The oxidation half-reaction looks like this

`stackrel(color(blue)(-1))("Br")""^(-) -> stackrel(color(blue)(+5))("Br")"O"_ 3^(-) + 6"e"^(-)`

Now, the bromine atoms are balanced. To balance the oxygen atoms, you can use water molecules on the side that needs oxygen. In this case, you need `3` oxygen atoms on the reactants' side, so add `3` water molecules to that side of the equation

`3"H"_ 2"O" + stackrel(color(blue)(-1))("Br")""^(-) -> stackrel(color(blue)(+5))("Br")"O"_ 3^(-) + 6"e"^(-)`

To balance the hydrogen atoms, add protons, `"H"^(+)`, to the side that needs hydrogen. In this case, you have `6` hydrogen atoms on the reactants' side, so add `6` protons to the products' side

`3"H"_ 2"O" + stackrel(color(blue)(-1))("Br")""^(-) -> stackrel(color(blue)(+5))("Br")"O"_ 3^(-) + 6"e"^(-) + 6"H"^(+)`

Notice that the charge is balanced because you have

`(1-) = (1-) + (6-) + (6+)`

The reduction half-reaction looks like this

`"H"_ 3 stackrel(color(blue)(+5))("As") "O"_ 4 + 2"e"^(-) -> "H" stackrel(color(blue)(+3))("As") "O"_2`

Once again, the astatine atoms are balanced, so focus on the oxygen atoms first. You will have

`"H"_ 3 stackrel(color(blue)(+5))("As") "O"_ 4 + 2"e"^(-) -> "H" stackrel(color(blue)(+3))("As") "O"_ 2 + 2"H"_ 2"O"`

You now need `2` protons on the reactants' side to balance the hydrogen atoms

`2"H"^(+) + "H"_ 3 stackrel(color(blue)(+5))("As") "O"_ 4 + 2"e"^(-) -> "H" stackrel(color(blue)(+3))("As") "O"_ 2 + 2"H"_ 2"O"`

Once again, notice that the charge is balanced because you have

`(2+) + (2-) = 0`

Now, in every redox reaction, the number of electrons lost in the oxidation half-reaction must be equal to the number of electrons gained in the reduction half-reaction.

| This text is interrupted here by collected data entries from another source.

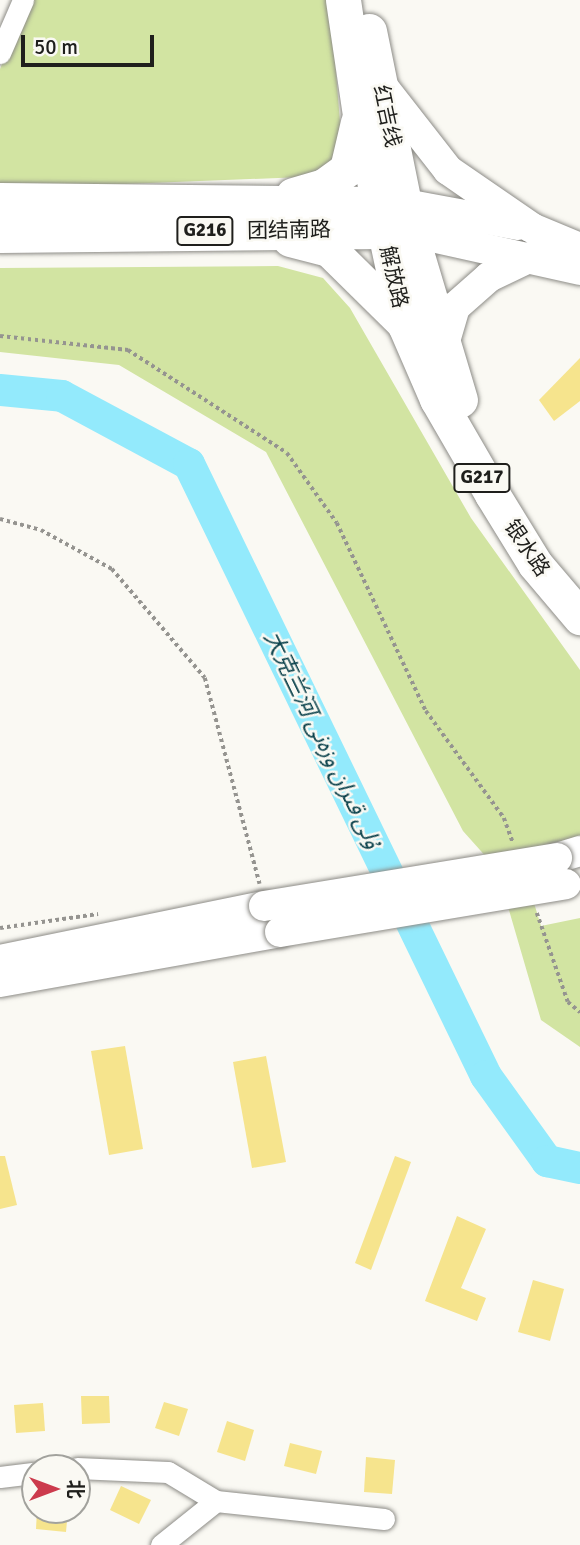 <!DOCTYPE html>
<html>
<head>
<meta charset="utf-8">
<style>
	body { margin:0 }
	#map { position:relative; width:580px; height:1545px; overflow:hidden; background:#faf9f3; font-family:Signika,"Noto Sans Arabic","Noto Sans SC",sans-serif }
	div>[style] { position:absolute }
	.green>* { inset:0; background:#d2e4a2 }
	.river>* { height:32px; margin:-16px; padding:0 16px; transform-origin:16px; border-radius:16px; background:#93eafc }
	.building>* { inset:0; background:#f6e48d }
	.path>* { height:3.5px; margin-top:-1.75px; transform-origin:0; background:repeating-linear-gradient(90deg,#959490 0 3.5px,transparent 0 7px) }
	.roads { filter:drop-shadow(0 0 2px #8d8c87) drop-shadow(0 0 2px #8d8c87) }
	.minor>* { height:21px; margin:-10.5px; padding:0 10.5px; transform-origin:10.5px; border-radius:10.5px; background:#fff }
	.secondary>* { height:30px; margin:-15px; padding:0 15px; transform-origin:15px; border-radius:15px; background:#fff }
	.trunk>* { height:35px; margin:-17.5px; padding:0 17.5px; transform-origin:17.5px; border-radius:17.5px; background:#fff }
	.bridges { filter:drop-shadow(0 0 2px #8d8c87) drop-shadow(0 0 2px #8d8c87) }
	.secondary-bridge>* { height:30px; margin:-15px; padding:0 15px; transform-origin:15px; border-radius:15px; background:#fff }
	span { translate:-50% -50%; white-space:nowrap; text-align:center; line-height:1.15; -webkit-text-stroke:5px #faf9f3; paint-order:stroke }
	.shield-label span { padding:2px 5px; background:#faf9f3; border:2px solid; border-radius:5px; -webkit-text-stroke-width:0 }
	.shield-label { font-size:19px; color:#1f1f1c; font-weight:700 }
	.street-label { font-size:21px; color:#1f1f1c }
	.water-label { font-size:23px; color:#0a414b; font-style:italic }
	.north { position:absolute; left:21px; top:1454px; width:70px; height:70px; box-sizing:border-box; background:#faf9f3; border:2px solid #a2a29d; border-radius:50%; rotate:90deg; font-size:19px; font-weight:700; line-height:28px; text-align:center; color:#1f1f1c }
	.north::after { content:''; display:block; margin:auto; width:24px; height:32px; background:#cc3b4d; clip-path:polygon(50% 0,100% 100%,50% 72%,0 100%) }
	.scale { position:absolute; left:21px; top:35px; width:133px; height:32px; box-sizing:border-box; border:4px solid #1f1f1c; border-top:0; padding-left:9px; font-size:21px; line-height:24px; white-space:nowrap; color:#1f1f1c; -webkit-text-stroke:5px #faf9f3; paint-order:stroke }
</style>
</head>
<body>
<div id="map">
	<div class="green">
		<div style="clip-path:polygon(28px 0,330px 0,342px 146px,327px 176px,0 189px,0 69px)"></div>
		<div style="clip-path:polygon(278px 266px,323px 278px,350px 308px,471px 518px,580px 670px,580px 839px,520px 857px,541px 926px,580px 918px,580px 1047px,541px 1020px,497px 869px,463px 831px,266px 452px,119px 365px,0 352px,0 268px)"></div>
	</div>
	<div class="river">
		<div style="left:0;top:390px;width:62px;rotate:5.5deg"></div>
		<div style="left:62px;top:396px;width:144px;rotate:28.2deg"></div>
		<div style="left:189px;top:464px;width:680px;rotate:64.11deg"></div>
		<div style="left:486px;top:1076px;width:105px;rotate:54.3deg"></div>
		<div style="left:547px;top:1161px;width:34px;rotate:12deg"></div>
	</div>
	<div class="building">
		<div style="clip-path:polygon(580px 358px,580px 401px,554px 421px,539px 400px)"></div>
		<div style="clip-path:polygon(125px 1046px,143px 1149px,109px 1155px,91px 1051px)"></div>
		<div style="clip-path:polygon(266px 1056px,286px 1162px,252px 1168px,233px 1062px)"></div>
		<div style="clip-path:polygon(0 1156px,5px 1156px,17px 1205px,0 1209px)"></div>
		<div style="clip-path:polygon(395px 1156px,411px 1162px,371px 1270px,355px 1263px)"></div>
		<div style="clip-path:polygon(457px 1216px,486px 1229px,461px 1288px,486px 1298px,477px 1321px,425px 1301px)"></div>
		<div style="clip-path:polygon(533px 1280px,564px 1289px,550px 1341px,518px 1332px)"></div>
		<div style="clip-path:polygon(81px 1396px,109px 1396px,110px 1423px,82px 1424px)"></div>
		<div style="clip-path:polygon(164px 1402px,188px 1409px,179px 1436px,155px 1428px)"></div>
		<div style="clip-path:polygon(43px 1403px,45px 1431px,16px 1433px,14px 1405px)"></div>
		<div style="clip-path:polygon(227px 1421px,254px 1430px,245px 1461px,217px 1452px)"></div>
		<div style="clip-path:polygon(290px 1443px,322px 1451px,316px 1474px,284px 1466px)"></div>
		<div style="clip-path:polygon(366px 1457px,395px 1460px,392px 1494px,364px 1492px)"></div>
		<div style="clip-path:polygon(121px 1486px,151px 1500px,139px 1524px,110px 1510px)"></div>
		<div style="clip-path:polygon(37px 1510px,68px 1510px,66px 1532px,36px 1529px)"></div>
	</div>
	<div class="path">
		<div style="left:0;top:336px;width:129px;rotate:6.2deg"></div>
		<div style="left:128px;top:350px;width:189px;rotate:32.9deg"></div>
		<div style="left:287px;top:453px;width:86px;rotate:54.5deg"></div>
		<div style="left:337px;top:523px;width:208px;rotate:64.7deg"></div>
		<div style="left:426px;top:711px;width:132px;rotate:53.9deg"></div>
		<div style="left:504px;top:818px;width:27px;rotate:70deg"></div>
		<div style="left:0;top:519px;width:42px;rotate:15deg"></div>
		<div style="left:41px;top:530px;width:81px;rotate:28.8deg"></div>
		<div style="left:112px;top:569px;width:143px;rotate:49.5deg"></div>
		<div style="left:205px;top:678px;width:213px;rotate:75.1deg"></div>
		<div style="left:537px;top:913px;width:94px;rotate:70.8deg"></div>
		<div style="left:568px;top:1002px;width:16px;rotate:40deg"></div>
		<div style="left:0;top:928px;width:99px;rotate:-8.1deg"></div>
	</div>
	<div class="roads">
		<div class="minor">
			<div style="left:0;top:53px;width:58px;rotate:-66.5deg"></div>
			<div style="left:77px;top:1468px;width:91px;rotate:2.5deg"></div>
			<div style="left:168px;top:1472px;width:56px;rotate:31.1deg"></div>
			<div style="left:0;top:1477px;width:35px;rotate:-7deg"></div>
			<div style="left:161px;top:1545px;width:70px;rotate:-38.7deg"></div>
			<div style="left:216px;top:1501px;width:169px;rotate:6.1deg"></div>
		</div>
		<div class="secondary">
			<div style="left:384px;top:88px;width:104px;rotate:52deg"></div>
			<div style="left:448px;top:170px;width:102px;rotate:34.6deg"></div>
			<div style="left:532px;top:228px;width:52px;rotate:22.6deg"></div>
			<div style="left:405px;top:204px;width:115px;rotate:10.5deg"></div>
			<div style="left:410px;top:232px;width:174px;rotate:12.6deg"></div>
			<div style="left:443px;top:348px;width:43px;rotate:-73.7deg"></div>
			<div style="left:455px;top:307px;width:45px;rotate:-41.4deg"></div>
			<div style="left:489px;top:277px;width:51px;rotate:-25.6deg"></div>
			<div style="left:557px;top:858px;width:24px;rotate:-17deg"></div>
			<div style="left:0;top:960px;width:269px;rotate:-11.6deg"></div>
			<div style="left:0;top:982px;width:284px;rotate:-10.1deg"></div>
		</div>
		<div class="trunk">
			<div style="left:343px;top:0;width:116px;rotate:81.6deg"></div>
			<div style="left:360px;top:115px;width:215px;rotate:77.9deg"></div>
			<div style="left:405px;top:325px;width:81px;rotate:66.6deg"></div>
			<div style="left:437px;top:399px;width:110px;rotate:59.9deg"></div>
			<div style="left:492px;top:494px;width:82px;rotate:58.4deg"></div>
			<div style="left:535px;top:564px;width:70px;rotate:49.7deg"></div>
			<div style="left:369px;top:31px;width:205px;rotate:78.5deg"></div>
			<div style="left:410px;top:232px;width:175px;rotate:73.4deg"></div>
			<div style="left:293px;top:195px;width:32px;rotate:-16deg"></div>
			<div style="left:324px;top:186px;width:29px;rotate:-36deg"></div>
			<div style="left:347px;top:169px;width:48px;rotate:-76.8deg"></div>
			<div style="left:0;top:200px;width:402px;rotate:0.6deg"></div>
			<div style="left:0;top:235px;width:406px;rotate:-0.6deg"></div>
			<div style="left:290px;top:239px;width:40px;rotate:14.4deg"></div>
			<div style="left:329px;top:249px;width:103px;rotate:44.6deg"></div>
		</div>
	</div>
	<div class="bridges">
		<div class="secondary-bridge">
			<div style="left:264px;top:906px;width:297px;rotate:-9.3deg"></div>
			<div style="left:280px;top:932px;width:290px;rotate:-9.5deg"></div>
		</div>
	</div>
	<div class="shield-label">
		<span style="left:205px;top:231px">G216</span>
		<span style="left:482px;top:478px">G217</span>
	</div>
	<div class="street-label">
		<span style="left:387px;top:116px;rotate:78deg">红吉线</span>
		<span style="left:289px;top:230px;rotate:-1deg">团结南路</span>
		<span style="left:394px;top:277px;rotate:77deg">解放路</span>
		<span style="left:527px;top:548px;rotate:56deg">银水路</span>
	</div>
	<div class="water-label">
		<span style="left:322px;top:740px;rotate:64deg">大克兰河 ۇلى قىران وزەنى</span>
	</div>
	<div class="north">北</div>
	<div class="scale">50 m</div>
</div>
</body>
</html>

This means that you must multiply the reduction half-reaction by `3`

#{(color(white)(aaaaaaaa)3"H"_ 2"O" + stackrel(color(blue)(-1))("Br")""^(-) -> stackrel(color(blue)(+5))("Br")"O"_ 3^(-) + 6"e"^(-) + 6"H"^(+)), (2"H"^(+) + "H"_ 3 stackrel(color(blue)(+5))("As") "O"_ 4 + 2"e"^(-) -> "H" stackrel(color(blue)(+3))("As") "O"_ 2 + 2"H"_ 2"O" " " | xx 3) :}#

to get

`{(color(white)(aaaaaaaa)3"H"_ 2"O" + stackrel(color(blue)(-1))("Br")""^(-) -> stackrel(color(blue)(+5))("Br")"O"_ 3^(-) + 6"e"^(-) + 6"H"^(+)), (6"H"^(+) + 3"H"_ 3 stackrel(color(blue)(+5))("As") "O"_ 4 + 6"e"^(-) -> 3"H" stackrel(color(blue)(+3))("As") "O"_ 2 + 6"H"_ 2"O") :}`
`color(white)(aaaaaaaaaaaaaaaaaaaaaaaaaaaaaaaaaaaaaaaaaaa)/color(white)(a)`

`3"H"_ 2"O" + stackrel(color(blue)(-1))("Br")""^(-) + color(red)(cancel(color(black)(6"H"^(+)))) + 3"H"_ 3 stackrel(color(blue)(+5))("As") "O"_ 4 + color(red)(cancel(color(black)(6"e"^(-)))) -> stackrel(color(blue)(+5))("Br")"O"_ 3^(-) + 3"H" stackrel(color(blue)(+3))("As") "O"_ 2 + color(red)(cancel(color(black)(6"e"^(-)))) + color(red)(cancel(color(black)(6"H"^(+)))) + 6"H"_2"O"`

This will be equivalent to

`color(darkgreen)(ul(color(black)("Br"^(-) + 3"H"_3"AsO"_4 -> "BrO"_3^(-) + 3"HAsO"_2 + 3"H"_2"O")))`

Therefore, you can say that water appears in the balanced chemical equation as a product with a coefficient of `3`.

The bromide anion, `"Br"^(-)` is being oxidized to the bromate anion, `"BrO"_3^(-)`, which implies that arsenic acid, `"H"_3"AsO"_4`, is acting as an oxidizing agent.

Consequently, you can say that arsenic acid is being reduced to arsonite, `"HAsO"_2`, which implies that the bromide anion is acting as a reducing agent.